**WHAT TO DO:** In the entries below, how many lines contain the string "middle"? Respond with the number only.
═════ RECORDS SUPPLIED
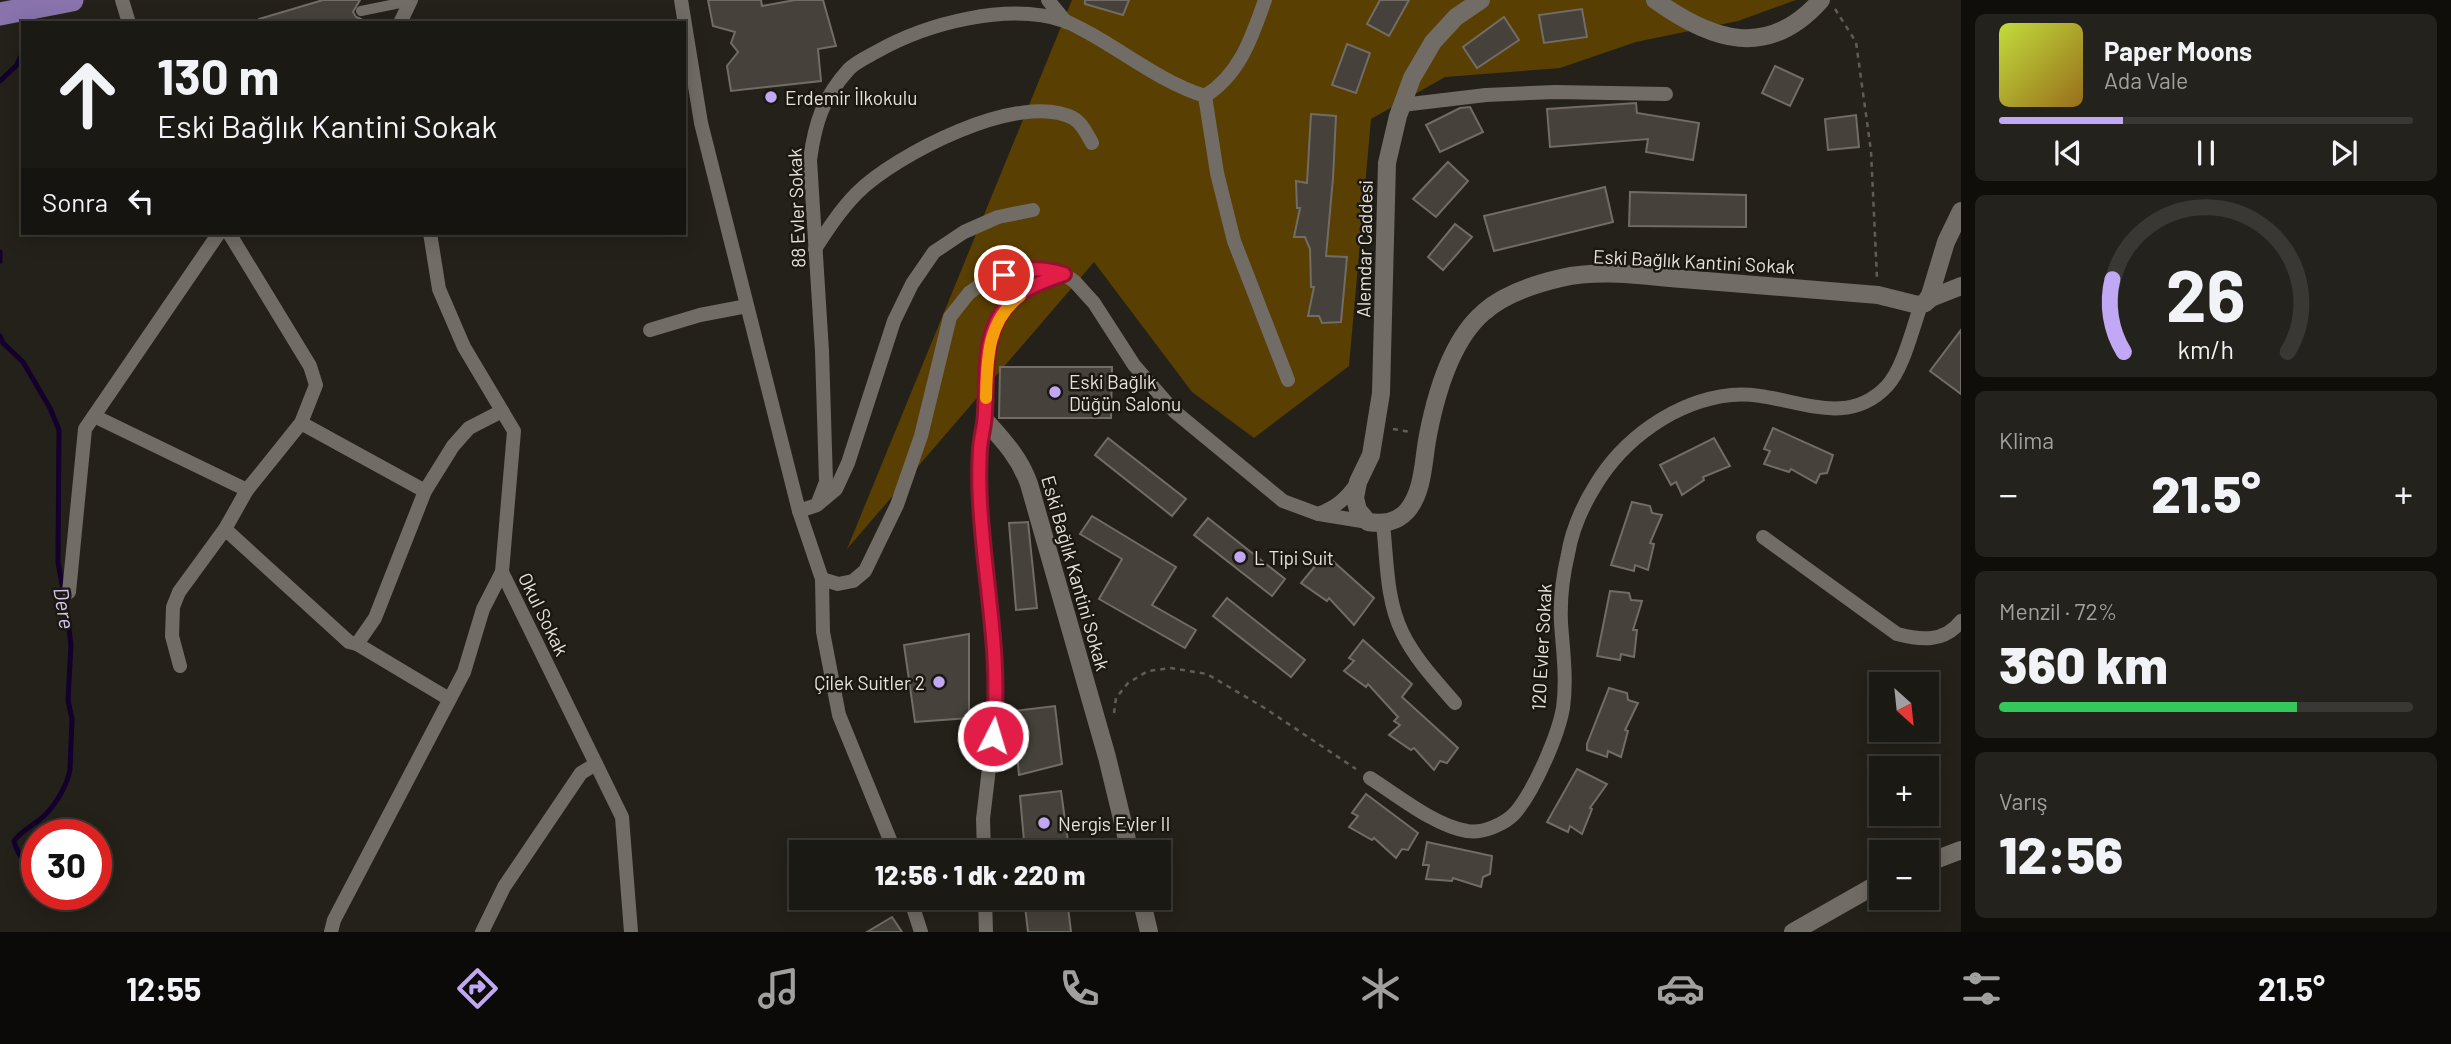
<!DOCTYPE html>
<html lang="tr">
<meta charset="utf-8">
<style>
body{margin:0;font-family:Barlow,sans-serif;background:#24221d;color:#f1f3f6;height:100vh;display:flex;flex-direction:column;font-size:26px;white-space:nowrap}
*{box-sizing:border-box;margin:0}
p{font-size:23px;color:#a0a0a0}
.icon{flex:none;width:38px;height:38px;fill:none;stroke:currentColor;stroke-width:2;stroke-linecap:round;stroke-linejoin:round}
.map{position:relative;flex:1;overflow:hidden}
.side{display:flex;flex-direction:column;gap:14px;padding:14px;background:#0f0e0b;width:490px}
.side>*{flex:none}
.top-card{position:absolute;left:21px;top:21px;width:665px;height:214px;border-radius:0px;box-shadow:0 4px 18px #0003,0 0 0 2px #393834;background:#1b1914;color:#f1f3f6;overflow:hidden}
.needle{width:46px;rotate:153deg}
.fabs{position:absolute;left:1869px;top:672px;display:grid;gap:14px}
.fabs a{display:grid;place-items:center;width:70px;height:70px;border-radius:0px;background:#1b1914;box-shadow:0 4px 18px #0003,0 0 0 2px #393834;font-size:35px}
.speed{position:absolute;left:21px;top:819px;display:flex;gap:14px;font-size:35px;font-weight:700;text-align:center}
.speed>*{display:grid;place-content:center;width:91px;height:91px;border-radius:50%;background:#1b1914;box-shadow:0 4px 18px #0003,0 0 0 2px #393834;line-height:1}
.speed .limit{border:10px solid #d22;background:#fff;color:#111}
.pin{position:absolute;display:grid;place-items:center;width:60px;height:60px;color:#fff;margin:-30px;border:4px solid #fff;border-radius:50%;box-shadow:0 2px 7px #0007}
.me{position:absolute;width:77px;margin:-38px;rotate:5deg;stroke-linejoin:round;filter:drop-shadow(0 0 5px #0008)}
.turn{display:flex;align-items:center;gap:24px;height:147px;padding:0 21px;font-size:32px}
.turn .icon{width:91px;height:91px;stroke-width:2.5}
.turn b{display:block;font-size:49px;line-height:60px}
.then{display:flex;align-items:center;height:66px;padding:0 21px;background:#0003;gap:14px;font-size:26px}
.big{font-size:52px;font-weight:800;line-height:1.1}
.side .widget{flex:1;display:flex;flex-direction:column;justify-content:center;gap:10px;min-width:0;padding:0 24px;border-radius:10px;background:#24221d}
.side .dial{align-items:center;gap:0}
.dial svg{height:182px;overflow:visible;fill:none;stroke:#393834;stroke-width:7;stroke-linecap:round;text-anchor:middle}
.dial text{fill:#f1f3f6;stroke:none}
.song{display:flex;align-items:center;gap:21px}
.cover{width:84px;height:84px;border-radius:10px;background:linear-gradient(135deg,hsl(70 70% 55%),hsl(40 70% 35%))}
.played{height:7px;border-radius:4px;background:linear-gradient(90deg,#c0a8f4 30%,#393834 30%)}
.keys{display:flex;justify-content:space-around;direction:ltr}
.heat{display:flex;justify-content:space-between;align-items:center;font-size:38px;direction:ltr}
.charge{height:10px;border-radius:5px;background:linear-gradient(90deg,#34c759 72%,#393834 0)}
.trip{position:absolute;left:789px;top:840px;width:382px;height:70px;border-radius:0px;background:#1b1914;box-shadow:0 4px 18px #0003,0 0 0 2px #393834;font-weight:800;line-height:70px;text-align:center}
.tab-bar{display:flex;height:112px;justify-content:space-around;align-items:center;background:#0b0a08;color:#a0a0a0}
.tab-bar .icon{width:49px;height:49px}
.tab-bar .current{color:#c0a8f4}
.tab-bar b{font-size:32px;color:#f1f3f6}
main{display:flex;flex:1;min-height:0}
.map>svg:first-child{display:block}
</style>
<main>
<div class="map">
<svg width="1961" height="932" viewBox="0 0 1961 932">
<rect width="100%" height="100%" fill="#24211a"/>
<!-- green -->
<polygon fill="#593f01" points="1072,0 1796,0 1738,21 1636,42 1560,68 1445,77 1371,119 1349,366 1254,438 1192,392 1094,262 847,549"/>
<g fill="none" stroke-linecap="round" stroke-linejoin="round">
<!-- stream -->
<g stroke="#13002c" stroke-width="5">
<polyline points="24,21 24,23"/>
<polyline points="0,81 16,66 23,52"/>
<polyline points="0,252 0,261"/>
<path d="M0 336 3 343 23 362 50 408 59 430 58 562 67 612 71 645 68 700 72 719 70 769C68 784 56 804 45 815 35 825 23 829 14 841 17 853 23 864 37 865"/>
</g>
</g>
<!-- building -->
<g fill="#46423b" stroke="#716c65" stroke-width="2">
<polygon points="323,0 360,0 353,12 356,17 361,19 361,23 259,23 259,19"/>
<polygon points="708,0 761,0 762,6 795,0 823,0 836,46 818,49 821,81 731,91 727,66 738,52 731,43 735,32 713,26"/>
<polygon points="1085,0 1129,0 1123,15 1085,4"/>
<polygon points="1380,0 1409,0 1389,36 1367,24"/>
<polygon points="1582,9 1587,37 1544,43 1539,15"/>
<polygon points="1504,17 1519,40 1477,68 1463,47"/>
<polygon points="1347,44 1370,53 1356,93 1332,85"/>
<polygon points="1775,66 1803,79 1790,106 1762,93"/>
<polygon points="1636,103 1637,113 1699,123 1693,160 1646,152 1648,139 1550,147 1547,109"/>
<polygon points="1470,107 1483,132 1440,152 1426,125 1460,108"/>
<polygon points="1311,114 1336,116 1333,178 1326,256 1347,257 1341,322 1322,323 1319,316 1308,316 1314,287 1311,287 1310,249 1305,237 1294,237 1300,208 1297,208 1296,181 1307,183"/>
<polygon points="1856,115 1859,147 1828,150 1825,119"/>
<polygon points="1448,162 1468,181 1436,217 1413,199"/>
<polygon points="1605,187 1613,222 1494,251 1484,216"/>
<polygon points="1630,192 1746,195 1746,227 1629,226"/>
<polygon points="1455,224 1472,237 1443,270 1428,257"/>
<polygon points="1961,330 1961,394 1930,371"/>
<polygon points="1000,367 1112,367 1111,418 999,418"/>
<polygon points="1773,428 1833,455 1827,473 1820,474 1816,483 1791,469 1789,472 1764,464 1770,451 1764,449"/>
<polygon points="1108,438 1186,499 1172,516 1095,455"/>
<polygon points="1714,438 1730,466 1703,477 1704,480 1682,495 1676,482 1671,485 1660,465"/>
<polygon points="1632,502 1650,506 1652,513 1662,515 1650,543 1654,544 1648,570 1635,565 1634,571 1611,565"/>
<polygon points="1092,516 1176,567 1152,605 1196,630 1185,648 1099,599 1122,559 1080,534"/>
<polygon points="1208,518 1285,579 1272,596 1194,535"/>
<polygon points="1028,522 1037,608 1016,610 1009,523"/>
<polygon points="1325,554 1374,598 1354,625 1329,598 1327,601 1301,583"/>
<polygon points="1610,591 1629,593 1631,600 1642,601 1633,630 1637,630 1634,657 1621,654 1620,660 1597,656"/>
<polygon points="1227,598 1305,660 1291,677 1213,616"/>
<polygon points="969,634 969,718 915,722 904,645"/>
<polygon points="1363,640 1412,684 1402,697 1458,748 1447,763 1440,761 1434,770 1414,748 1411,750 1389,735 1400,725 1394,721 1398,717 1368,684 1366,687 1344,671 1354,661 1349,658"/>
<polygon points="1609,688 1627,693 1628,700 1638,703 1625,730 1628,731 1621,757 1608,751 1607,757 1587,750 1587,744"/>
<polygon points="1055,706 1062,764 1019,775 1013,711"/>
<polygon points="1577,769 1607,784 1590,808 1592,809 1582,834 1570,826 1568,832 1547,822"/>
<polygon points="1061,791 1069,849 1058,852 1025,852 1020,796"/>
<polygon points="1366,794 1418,833 1408,850 1402,849 1396,858 1374,838 1372,840 1349,827 1358,816 1352,813"/>
<polygon points="1427,842 1492,856 1490,874 1483,877 1481,887 1453,878 1452,881 1426,879 1429,865 1423,865"/>
<polygon points="1024,898 1067,898 1071,932 1028,932"/>
<polygon points="892,917 902,932 867,932"/>
</g>
<g fill="none" stroke-linecap="round" stroke-linejoin="round">
<!-- path -->
<g stroke="#605d57" stroke-width="2.5" stroke-dasharray="5 5" stroke-linecap="butt">
<polyline points="1835,9 1856,42 1871,151 1877,278"/>
<polyline points="1393,429 1411,432"/>
<polyline points="1114,713 1116,698 1128,683 1148,671 1171,668 1207,674 1263,707 1356,769"/>
</g>
<!-- pedestrian -->
<polyline stroke="#716c65" stroke-width="10" points="361,11 410,1"/>
<!-- minor -->
<g stroke="#716c65" stroke-width="14">
<polyline points="122,0 129,23"/>
<polyline points="681,0 701,123 799,511 822,579 823,632 839,715 895,852"/>
<polyline points="1048,0 1066,22"/>
<polyline points="400,23 411,0"/>
<polyline points="1205,96 1217,173 1234,241 1288,380"/>
<polyline points="1402,105 1486,95 1555,92 1666,94"/>
<polyline points="430,233 439,289 464,347 514,431 502,572 622,817 631,932"/>
<path d="M815 249C828 229 841 209 857 193 895 155 1020 90 1073 118 1082 123 1087 134 1092 143"/>
<polyline points="650,330 700,315 747,306"/>
<polyline points="94,416 247,490"/>
<polyline points="301,423 425,491"/>
<polyline points="818,504 836,489 848,463 894,321 912,284 934,252 964,232 998,217 1033,210"/>
<path d="M799 511 817 505 826 482 822 351 810 160C815 122 823 98 849 69 856 62 867 57 876 52 927 23 1008 2 1065 21 1073 24 1081 29 1089 33 1127 54 1163 83 1205 96 1240 74 1252 37 1265 0"/>
<polyline points="1319,514 1368,522"/>
<path d="M1383 524C1387 559 1386 599 1402 632 1415 659 1436 681 1455 703"/>
<polyline points="225,529 349,642 357,644 449,699"/>
<path d="M1763 537 1897 634C1920 640 1944 643 1961 621"/>
<path d="M822 579 838 584 853 581 865 571 897 505 921 436 950 317 969 293 989 279 1018 270 1046 268 1064 274 1075 282 1094 303 1134 365 1174 411 1283 501 1318 514C1336 507 1346 499 1357 483"/>
<polyline points="69,592 85,429 219,233"/>
<polyline points="357,644 375,618 425,491 453,446 469,428 502,411"/>
<polyline points="180,666 172,636 173,607 179,592 225,529 247,490 301,423 316,385 310,366 229,233"/>
<path d="M1370 778C1397 795 1435 826 1467 831 1482 834 1505 824 1515 813 1534 791 1558 736 1563 708 1567 680 1563 651 1561 623 1560 602 1563 575 1568 554 1572 530 1582 507 1595 486 1623 439 1675 401 1731 395 1784 389 1842 434 1887 386 1903 369 1912 330 1920 308L1925 303"/>
<polyline points="984,852 983,819 996,709 996,655 980,503 980,447 985,420 987,356 992,330 1008,304 1033,286 1064,274"/>
<polyline points="910,898 921,932"/>
<polyline points="985,898 986,932"/>
<polyline points="331,932 334,920 464,672 483,609 502,572"/>
<polyline points="482,932 504,887 581,773 596,764"/>
</g>
<!-- tertiary -->
<g stroke="#716c65" stroke-width="18">
<path d="M1481 0 1456 17 1433 42 1412 78 1398 116 1387 163 1381 393 1371 455 1358 482 1355 498 1358 510 1368 522C1383 524 1396 523 1407 511 1424 491 1423 460 1428 435 1436 394 1451 340 1484 312 1504 294 1535 284 1561 278 1600 269 1643 276 1682 279 1748 285 1813 290 1878 295L1918 305 1925 303"/>
<path d="M1655 0C1712 41 1768 60 1821 0"/>
<polyline points="1925,303 1930,295 1946,242 1961,211"/>
<polyline points="1925,303 1931,298 1961,286"/>
<path d="M985 420C1003 440 1020 458 1029 484L1107 757 1130 852"/>
<polyline points="1927,863 1961,850"/>
<polyline points="1141,898 1149,932"/>
<polyline points="1793,932 1881,882"/>
</g>
<!-- trunk -->
<polyline stroke="#8873ad" stroke-width="23" points="0,14 72,0"/>
</g>
<g fill="none" stroke-linecap="round" stroke-linejoin="round">
<!-- route casing -->
<g stroke="#92132f" stroke-width="18">
<path id="route" d="M993 736C1002 657 984 581 980 502 979 485 979 466 980 449 981 436 985 424 985 412 987 376 982 333 1008 304 1023 288 1044 281 1064 274 1042 267 1026 268 1004 275"/>
</g>
<!-- route -->
<use href="#route" stroke="#e11d48" stroke-width="12"/>
<!-- slow -->
<path stroke="#f59e0b" stroke-width="12" d="M986 398C987 360 987 321 1020 296"/>
</g>
<!-- markers -->
<g fill="#c0a8f4" stroke="#1b1711" stroke-width="2.5">
<circle cx="771" cy="97" r="7"/>
<circle cx="1055" cy="392" r="7"/>
<circle cx="1240" cy="557" r="7"/>
<circle cx="939" cy="682" r="7"/>
<circle cx="1044" cy="823" r="7"/>
</g>
<g text-anchor="middle" dominant-baseline="central" stroke-width="5" stroke-linejoin="round" paint-order="stroke">
<!-- poi labels -->
<g font-size="19" fill="#e5e2de" stroke="#1b1711" text-anchor="start">
<text x="785" y="97">Erdemir İlkokulu</text>
<text x="1069" y="381">Eski Bağlık<tspan x="1069" dy="22">Düğün Salonu</tspan></text>
<text x="1254" y="557">L Tipi Suit</text>
<text x="925" y="682" text-anchor="end">Çilek Suitler 2</text>
<text x="1058" y="823">Nergis Evler II</text>
</g>
<!-- street labels -->
<g font-size="19" fill="#e5e2de" stroke="#1b1711">
<text transform="translate(796 208) rotate(-92)">88 Evler Sokak</text>
<text transform="translate(1364 249) rotate(-89)">Alemdar Caddesi</text>
<text transform="translate(1694 261) rotate(3)">Eski Bağlık Kantini Sokak</text>
<text transform="translate(1076 573) rotate(74)">Eski Bağlık Kantini Sokak</text>
<text transform="translate(544 614) rotate(64)">Okul Sokak</text>
<text transform="translate(1541 647) rotate(-87)">120 Evler Sokak</text>
</g>
<!-- water labels -->
<g font-size="21" font-style="italic" fill="#d3c7ef" stroke="#1b1711">
<text transform="translate(65 608) rotate(81)">Dere</text>
</g>
</g>
</svg>
<div class="fabs">
<a><svg class="needle" viewBox="-14 -14 28 28"><path d="M0-13l5 13h-10z" fill="#e53935"/><path d="M0 13l5-13h-10z" fill="#a0a0a0"/></svg></a>
<a>+</a>
<a>−</a>
</div>
<div class="speed"><div class="limit">30</div></div>
<div class="pin" style="left:1004px;top:275px;background:#d93025"><svg class="icon" aria-label="arrive" viewBox="0 0 24 24"><path d="M6 21V4h12l-3 4 3 4H6"/></svg></div>
<svg class="me" style="left:993px;top:736px" viewBox="-20 -20 40 40"><circle r="17" fill="#e11d48" stroke="#fff" stroke-width="3"/><path d="M0-11L8 9 0 5-8 9z" fill="#fff"/></svg>
<div class="trip">12:56 · 1 dk · 220 m</div>
<div class="top-card">
<div class="turn"><svg class="icon" aria-label="ahead" viewBox="0 0 24 24"><path d="M12 20V5M6 11l6-6 6 6"/></svg><div><b>130 m</b>Eski Bağlık Kantini Sokak</div></div>
<div class="then">Sonra<svg class="icon" aria-label="left" viewBox="0 0 24 24"><path d="M17 20v-9H6M10 6l-5 5 5 5"/></svg></div>
</div>
</div>
<section class="side">
<div class="widget">
<div class="song"><i class="cover"></i><div><b>Paper Moons</b><p>Ada Vale</p></div></div>
<div class="played"></div>
<div class="keys"><svg class="icon" aria-label="previous" viewBox="0 0 24 24"><path d="M18 5L8 12l10 7zM5 5v14"/></svg><svg class="icon" aria-label="pause" viewBox="0 0 24 24"><path d="M8 5v14M16 5v14"/></svg><svg class="icon" aria-label="next" viewBox="0 0 24 24"><path d="M6 5l10 7-10 7zM19 5v14"/></svg></div>
</div>
<div class="widget dial"><svg viewBox="0 0 100 80">
<path d="M14 69A42 42 0 1 1 86 69"/>
<path d="M14 69A42 42 0 0 1 9 37" stroke="#c0a8f4"/>
<text x="50" y="56" font-size="32" font-weight="700">26</text>
<text x="50" y="72" font-size="11">km/h</text>
</svg></div>
<div class="widget"><p>Klima</p>
<div class="heat"><a>−</a><b class="big">21.5°</b><a>+</a></div>
</div>
<div class="widget"><p>Menzil · 72%</p><b class="big">360 km</b><div class="charge"></div></div>
<div class="widget"><p>Varış</p><b class="big">12:56</b></div>
</section>
</main>
<nav class="tab-bar">
<b>12:55</b>
<svg class="icon current" aria-label="directions" viewBox="0 0 24 24"><path d="M12 3l9 9-9 9-9-9zM9 14v-3h6M13 9l2 2-2 2"/></svg>
<svg class="icon" aria-label="music" viewBox="0 0 24 24"><path d="M9 18V5l10-2v13"/><circle cx="6" cy="18" r="3"/><circle cx="16" cy="16" r="3"/></svg>
<svg class="icon" aria-label="phone" viewBox="0 0 24 24"><path d="M5 4h4l2 5-3 2q2 4 5 5l2-3 5 2v4C11 20 4 13 5 4z"/></svg>
<svg class="icon" aria-label="climate" viewBox="0 0 24 24"><path d="M12 3v18M4 7l16 10M4 17L20 7"/></svg>
<svg class="icon" aria-label="car" viewBox="0 0 24 24"><path d="M5 17H2v-5l4-1 3-4h7l3 4 3 1v5h-3M9 17h6M6 11h13"/><circle cx="7" cy="17" r="2"/><circle cx="17" cy="17" r="2"/></svg>
<svg class="icon" aria-label="filters" viewBox="0 0 24 24"><path d="M4 7h16M4 17h16"/><circle cx="9" cy="7" r="2"/><circle cx="15" cy="17" r="2"/></svg>
<b>21.5°</b>
</nav>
══════════
**WRITTEN REPLY:** 2